• _Work instruction_
Write the data out again so that it matches word for word.
================================
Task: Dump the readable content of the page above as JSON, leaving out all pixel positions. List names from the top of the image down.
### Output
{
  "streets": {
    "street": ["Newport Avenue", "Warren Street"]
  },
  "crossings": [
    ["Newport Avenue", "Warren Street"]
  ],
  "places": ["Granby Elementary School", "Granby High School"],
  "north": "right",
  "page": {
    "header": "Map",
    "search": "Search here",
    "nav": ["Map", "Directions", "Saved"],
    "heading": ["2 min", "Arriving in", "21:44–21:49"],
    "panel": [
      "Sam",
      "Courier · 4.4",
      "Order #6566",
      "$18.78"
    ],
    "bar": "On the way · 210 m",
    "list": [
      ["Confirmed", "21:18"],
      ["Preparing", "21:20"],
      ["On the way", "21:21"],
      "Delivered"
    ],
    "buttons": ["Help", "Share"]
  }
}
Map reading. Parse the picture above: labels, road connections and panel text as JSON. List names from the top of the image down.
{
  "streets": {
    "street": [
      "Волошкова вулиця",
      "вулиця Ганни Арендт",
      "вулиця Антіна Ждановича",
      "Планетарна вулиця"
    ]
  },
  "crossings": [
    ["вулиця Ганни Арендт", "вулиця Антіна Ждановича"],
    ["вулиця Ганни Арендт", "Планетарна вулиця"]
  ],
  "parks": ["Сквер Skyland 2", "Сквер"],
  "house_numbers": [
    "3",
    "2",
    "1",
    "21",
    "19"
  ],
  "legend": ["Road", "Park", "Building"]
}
================================
• _Answer to this exercise_
Task: Dump the readable content of the page above as JSON, leaving out all pixel positions. List names from the top of the image down.
### Output
{
  "streets": {
    "street": ["Newport Avenue", "Warren Street"]
  },
  "crossings": [
    ["Newport Avenue", "Warren Street"]
  ],
  "places": ["Granby Elementary School", "Granby High School"],
  "north": "right",
  "page": {
    "header": "Map",
    "search": "Search here",
    "nav": ["Map", "Directions", "Saved"],
    "heading": ["2 min", "Arriving in", "21:44–21:49"],
    "panel": [
      "Sam",
      "Courier · 4.4",
      "Order #6566",
      "$18.78"
    ],
    "bar": "On the way · 210 m",
    "list": [
      ["Confirmed", "21:18"],
      ["Preparing", "21:20"],
      ["On the way", "21:21"],
      "Delivered"
    ],
    "buttons": ["Help", "Share"]
  }
}
Map reading. Parse the picture above: labels, road connections and panel text as JSON. List names from the top of the image down.
{
  "streets": {
    "street": [
      "Волошкова вулиця",
      "вулиця Ганни Арендт",
      "вулиця Антіна Ждановича",
      "Планетарна вулиця"
    ]
  },
  "crossings": [
    ["вулиця Ганни Арендт", "вулиця Антіна Ждановича"],
    ["вулиця Ганни Арендт", "Планетарна вулиця"]
  ],
  "parks": ["Сквер Skyland 2", "Сквер"],
  "house_numbers": [
    "3",
    "2",
    "1",
    "21",
    "19"
  ],
  "legend": ["Road", "Park", "Building"]
}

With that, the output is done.